__What is needed__:
Pick out each line in these entries that contains the string "canvas".

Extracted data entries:
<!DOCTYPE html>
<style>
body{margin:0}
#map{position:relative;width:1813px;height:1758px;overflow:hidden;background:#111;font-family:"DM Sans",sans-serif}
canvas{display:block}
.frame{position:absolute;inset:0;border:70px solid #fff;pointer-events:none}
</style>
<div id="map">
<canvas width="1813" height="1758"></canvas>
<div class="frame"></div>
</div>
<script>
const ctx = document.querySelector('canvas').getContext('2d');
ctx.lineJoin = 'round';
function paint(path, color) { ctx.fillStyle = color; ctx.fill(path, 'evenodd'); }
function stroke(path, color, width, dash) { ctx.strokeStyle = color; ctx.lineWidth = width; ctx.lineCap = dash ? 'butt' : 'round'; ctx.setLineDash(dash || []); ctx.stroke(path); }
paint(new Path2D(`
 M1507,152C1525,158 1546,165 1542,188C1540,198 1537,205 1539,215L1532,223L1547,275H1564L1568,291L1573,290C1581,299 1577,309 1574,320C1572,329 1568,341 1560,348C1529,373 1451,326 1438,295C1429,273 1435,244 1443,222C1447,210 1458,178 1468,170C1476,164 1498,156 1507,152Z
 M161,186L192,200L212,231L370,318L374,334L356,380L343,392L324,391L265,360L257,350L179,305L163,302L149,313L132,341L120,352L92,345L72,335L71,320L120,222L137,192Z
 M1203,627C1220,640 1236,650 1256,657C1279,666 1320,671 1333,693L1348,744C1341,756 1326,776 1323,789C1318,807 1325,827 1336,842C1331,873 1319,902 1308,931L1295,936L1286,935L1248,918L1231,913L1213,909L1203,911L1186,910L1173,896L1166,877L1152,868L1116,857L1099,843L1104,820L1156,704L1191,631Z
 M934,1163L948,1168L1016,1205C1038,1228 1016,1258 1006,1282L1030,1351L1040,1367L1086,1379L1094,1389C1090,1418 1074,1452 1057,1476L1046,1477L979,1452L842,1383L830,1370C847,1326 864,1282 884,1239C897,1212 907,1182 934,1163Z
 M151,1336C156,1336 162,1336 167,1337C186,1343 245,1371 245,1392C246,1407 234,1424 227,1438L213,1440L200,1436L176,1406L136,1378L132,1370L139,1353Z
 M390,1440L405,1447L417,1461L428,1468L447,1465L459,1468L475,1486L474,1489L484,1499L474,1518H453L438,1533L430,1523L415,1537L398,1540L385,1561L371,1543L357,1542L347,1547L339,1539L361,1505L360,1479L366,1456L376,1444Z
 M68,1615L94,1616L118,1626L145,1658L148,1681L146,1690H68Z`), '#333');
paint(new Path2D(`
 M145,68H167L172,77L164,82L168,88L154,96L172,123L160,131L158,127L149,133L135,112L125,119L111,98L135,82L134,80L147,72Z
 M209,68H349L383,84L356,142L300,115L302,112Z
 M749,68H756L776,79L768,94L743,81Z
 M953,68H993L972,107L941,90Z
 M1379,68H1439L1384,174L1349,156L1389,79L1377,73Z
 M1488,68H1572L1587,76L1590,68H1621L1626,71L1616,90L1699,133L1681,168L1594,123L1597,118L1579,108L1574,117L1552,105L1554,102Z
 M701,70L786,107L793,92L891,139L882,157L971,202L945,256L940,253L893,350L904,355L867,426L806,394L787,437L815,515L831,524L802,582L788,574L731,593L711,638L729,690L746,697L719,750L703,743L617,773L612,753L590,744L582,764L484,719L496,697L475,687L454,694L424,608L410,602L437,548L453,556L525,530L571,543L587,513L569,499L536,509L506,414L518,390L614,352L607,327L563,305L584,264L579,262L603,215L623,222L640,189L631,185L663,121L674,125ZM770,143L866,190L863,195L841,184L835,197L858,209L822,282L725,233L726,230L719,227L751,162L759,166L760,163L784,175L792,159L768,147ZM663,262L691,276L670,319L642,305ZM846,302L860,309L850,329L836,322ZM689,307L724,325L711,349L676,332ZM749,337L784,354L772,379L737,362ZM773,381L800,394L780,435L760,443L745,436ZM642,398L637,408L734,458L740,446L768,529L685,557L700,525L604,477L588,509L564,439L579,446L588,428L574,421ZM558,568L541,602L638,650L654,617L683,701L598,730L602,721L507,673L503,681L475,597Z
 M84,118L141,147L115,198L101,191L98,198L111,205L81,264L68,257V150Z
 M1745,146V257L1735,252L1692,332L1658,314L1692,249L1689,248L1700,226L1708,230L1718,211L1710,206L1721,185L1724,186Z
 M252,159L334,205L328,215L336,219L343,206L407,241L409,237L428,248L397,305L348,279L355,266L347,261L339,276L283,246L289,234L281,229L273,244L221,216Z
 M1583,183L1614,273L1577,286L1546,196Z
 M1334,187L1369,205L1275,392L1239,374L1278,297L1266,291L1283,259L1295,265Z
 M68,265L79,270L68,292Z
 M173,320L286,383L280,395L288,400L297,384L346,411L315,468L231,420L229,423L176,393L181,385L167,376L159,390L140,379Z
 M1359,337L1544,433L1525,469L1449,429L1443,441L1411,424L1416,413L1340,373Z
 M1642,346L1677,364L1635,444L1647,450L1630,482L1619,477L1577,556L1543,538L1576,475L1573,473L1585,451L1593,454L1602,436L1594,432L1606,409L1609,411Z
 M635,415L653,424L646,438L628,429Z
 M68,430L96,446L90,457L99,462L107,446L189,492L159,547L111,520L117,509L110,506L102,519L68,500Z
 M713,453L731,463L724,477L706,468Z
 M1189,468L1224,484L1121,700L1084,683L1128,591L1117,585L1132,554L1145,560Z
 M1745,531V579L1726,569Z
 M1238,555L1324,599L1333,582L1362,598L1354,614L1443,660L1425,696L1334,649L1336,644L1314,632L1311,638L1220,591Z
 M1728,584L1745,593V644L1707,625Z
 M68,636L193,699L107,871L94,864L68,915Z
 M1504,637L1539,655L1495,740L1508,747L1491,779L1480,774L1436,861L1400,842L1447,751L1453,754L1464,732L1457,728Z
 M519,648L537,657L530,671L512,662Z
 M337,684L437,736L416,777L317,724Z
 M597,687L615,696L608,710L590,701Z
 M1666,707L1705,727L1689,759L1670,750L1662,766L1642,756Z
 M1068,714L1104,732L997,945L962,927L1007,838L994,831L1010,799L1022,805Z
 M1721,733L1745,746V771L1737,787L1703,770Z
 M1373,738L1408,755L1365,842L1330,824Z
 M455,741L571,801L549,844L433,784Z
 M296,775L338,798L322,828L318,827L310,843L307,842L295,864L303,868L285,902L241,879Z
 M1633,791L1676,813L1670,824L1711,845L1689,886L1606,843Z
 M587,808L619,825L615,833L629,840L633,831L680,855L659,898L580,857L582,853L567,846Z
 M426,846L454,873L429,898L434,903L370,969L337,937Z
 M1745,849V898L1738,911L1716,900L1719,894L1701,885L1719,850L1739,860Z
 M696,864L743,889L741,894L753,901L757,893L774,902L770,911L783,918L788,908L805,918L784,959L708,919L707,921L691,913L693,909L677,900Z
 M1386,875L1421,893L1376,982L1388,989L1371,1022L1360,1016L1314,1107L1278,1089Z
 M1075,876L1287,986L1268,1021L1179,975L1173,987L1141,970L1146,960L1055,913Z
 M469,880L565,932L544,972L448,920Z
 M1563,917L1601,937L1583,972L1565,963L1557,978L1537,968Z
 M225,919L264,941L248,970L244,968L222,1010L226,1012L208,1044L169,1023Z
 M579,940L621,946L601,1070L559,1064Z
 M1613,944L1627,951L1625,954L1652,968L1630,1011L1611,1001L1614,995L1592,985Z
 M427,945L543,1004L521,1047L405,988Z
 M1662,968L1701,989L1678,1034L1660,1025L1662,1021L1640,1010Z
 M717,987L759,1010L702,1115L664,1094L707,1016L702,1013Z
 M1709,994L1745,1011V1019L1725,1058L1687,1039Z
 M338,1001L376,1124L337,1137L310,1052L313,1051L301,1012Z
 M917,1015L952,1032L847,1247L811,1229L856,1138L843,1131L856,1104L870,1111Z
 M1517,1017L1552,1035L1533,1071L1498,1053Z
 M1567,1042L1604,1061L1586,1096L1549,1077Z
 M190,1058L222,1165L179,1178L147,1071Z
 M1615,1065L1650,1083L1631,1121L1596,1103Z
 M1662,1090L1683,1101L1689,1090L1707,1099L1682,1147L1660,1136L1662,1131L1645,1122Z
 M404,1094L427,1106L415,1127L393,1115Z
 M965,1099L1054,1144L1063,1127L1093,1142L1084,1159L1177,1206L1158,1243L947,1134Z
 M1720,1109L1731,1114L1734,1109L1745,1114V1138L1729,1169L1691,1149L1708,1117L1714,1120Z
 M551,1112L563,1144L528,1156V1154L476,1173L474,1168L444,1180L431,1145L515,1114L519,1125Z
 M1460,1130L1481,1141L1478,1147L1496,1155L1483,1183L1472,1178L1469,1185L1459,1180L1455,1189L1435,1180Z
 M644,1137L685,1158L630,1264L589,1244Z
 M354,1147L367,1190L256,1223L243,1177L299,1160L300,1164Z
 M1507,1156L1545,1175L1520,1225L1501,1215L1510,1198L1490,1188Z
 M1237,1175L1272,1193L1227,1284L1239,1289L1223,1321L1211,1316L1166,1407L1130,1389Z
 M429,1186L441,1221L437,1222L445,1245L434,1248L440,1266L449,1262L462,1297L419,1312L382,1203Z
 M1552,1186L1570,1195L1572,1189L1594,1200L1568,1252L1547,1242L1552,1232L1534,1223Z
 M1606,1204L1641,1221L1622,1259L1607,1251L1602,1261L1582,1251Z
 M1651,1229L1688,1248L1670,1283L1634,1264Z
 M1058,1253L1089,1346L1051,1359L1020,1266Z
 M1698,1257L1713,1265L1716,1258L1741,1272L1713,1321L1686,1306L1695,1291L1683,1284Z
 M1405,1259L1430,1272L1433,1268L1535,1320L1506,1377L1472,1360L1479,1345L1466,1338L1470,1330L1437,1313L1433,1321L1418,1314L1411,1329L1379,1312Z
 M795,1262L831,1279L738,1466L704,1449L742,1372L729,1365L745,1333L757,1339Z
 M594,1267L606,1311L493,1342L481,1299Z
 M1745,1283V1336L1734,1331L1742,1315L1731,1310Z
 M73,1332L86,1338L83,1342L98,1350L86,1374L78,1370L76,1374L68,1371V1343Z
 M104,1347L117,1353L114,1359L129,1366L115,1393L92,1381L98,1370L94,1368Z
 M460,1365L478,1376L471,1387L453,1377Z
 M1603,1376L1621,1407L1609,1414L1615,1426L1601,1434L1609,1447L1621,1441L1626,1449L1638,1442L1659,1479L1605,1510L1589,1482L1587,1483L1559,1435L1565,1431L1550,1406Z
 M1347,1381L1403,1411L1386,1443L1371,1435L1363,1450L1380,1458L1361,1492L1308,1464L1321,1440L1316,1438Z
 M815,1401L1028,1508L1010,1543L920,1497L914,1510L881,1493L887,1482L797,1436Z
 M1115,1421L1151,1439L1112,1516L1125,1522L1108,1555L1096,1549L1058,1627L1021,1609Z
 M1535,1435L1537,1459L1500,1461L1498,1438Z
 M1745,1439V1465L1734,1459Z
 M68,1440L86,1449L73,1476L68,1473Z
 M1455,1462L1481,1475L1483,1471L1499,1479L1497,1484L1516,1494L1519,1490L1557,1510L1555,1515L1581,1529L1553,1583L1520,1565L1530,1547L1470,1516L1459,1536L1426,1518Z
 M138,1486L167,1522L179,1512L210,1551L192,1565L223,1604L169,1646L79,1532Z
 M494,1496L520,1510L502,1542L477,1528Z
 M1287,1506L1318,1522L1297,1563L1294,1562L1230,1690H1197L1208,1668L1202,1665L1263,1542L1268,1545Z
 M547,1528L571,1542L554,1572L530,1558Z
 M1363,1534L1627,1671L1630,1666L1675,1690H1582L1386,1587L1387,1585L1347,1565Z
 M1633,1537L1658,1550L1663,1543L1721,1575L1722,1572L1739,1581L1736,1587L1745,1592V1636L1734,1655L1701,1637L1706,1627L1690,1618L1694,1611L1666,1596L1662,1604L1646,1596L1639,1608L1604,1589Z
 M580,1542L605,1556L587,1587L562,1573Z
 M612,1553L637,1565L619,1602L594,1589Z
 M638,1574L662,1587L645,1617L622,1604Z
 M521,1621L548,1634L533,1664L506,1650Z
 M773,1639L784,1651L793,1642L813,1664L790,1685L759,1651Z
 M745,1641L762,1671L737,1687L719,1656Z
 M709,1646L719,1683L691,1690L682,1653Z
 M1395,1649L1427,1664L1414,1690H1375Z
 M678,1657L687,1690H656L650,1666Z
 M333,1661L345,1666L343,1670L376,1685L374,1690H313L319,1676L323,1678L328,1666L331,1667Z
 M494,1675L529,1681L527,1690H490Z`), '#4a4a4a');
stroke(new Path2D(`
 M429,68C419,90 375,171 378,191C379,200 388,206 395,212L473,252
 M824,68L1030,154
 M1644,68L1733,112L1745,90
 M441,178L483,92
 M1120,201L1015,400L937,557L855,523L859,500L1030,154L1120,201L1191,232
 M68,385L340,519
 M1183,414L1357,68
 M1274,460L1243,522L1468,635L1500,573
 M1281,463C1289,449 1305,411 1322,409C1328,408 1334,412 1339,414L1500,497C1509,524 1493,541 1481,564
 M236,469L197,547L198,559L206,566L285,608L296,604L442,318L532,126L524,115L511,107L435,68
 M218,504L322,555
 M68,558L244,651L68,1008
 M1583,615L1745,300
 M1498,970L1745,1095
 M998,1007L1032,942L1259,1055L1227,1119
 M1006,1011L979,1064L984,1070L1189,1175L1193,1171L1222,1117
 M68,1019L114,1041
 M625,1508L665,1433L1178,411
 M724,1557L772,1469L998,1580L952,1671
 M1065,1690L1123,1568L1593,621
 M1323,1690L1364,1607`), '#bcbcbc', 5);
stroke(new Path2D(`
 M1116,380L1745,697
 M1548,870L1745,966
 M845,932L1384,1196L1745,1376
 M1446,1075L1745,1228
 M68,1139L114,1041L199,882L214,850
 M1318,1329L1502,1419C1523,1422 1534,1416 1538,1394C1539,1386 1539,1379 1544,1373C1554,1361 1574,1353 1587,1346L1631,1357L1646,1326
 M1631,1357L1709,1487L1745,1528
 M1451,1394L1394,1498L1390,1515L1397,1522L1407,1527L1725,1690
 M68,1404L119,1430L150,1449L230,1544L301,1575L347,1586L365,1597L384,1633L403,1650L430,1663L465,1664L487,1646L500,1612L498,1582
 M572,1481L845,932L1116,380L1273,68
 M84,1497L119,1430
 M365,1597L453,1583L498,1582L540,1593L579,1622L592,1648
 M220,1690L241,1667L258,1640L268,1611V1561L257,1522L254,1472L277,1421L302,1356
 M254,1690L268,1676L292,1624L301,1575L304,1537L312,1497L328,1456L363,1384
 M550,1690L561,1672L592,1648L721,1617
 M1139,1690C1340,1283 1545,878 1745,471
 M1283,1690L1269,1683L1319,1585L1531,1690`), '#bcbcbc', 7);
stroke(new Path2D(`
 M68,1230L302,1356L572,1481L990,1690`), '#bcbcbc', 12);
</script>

__Your response__:
canvas{display:block}
<canvas width="1813" height="1758"></canvas>
const ctx = document.querySelector('canvas').getContext('2d');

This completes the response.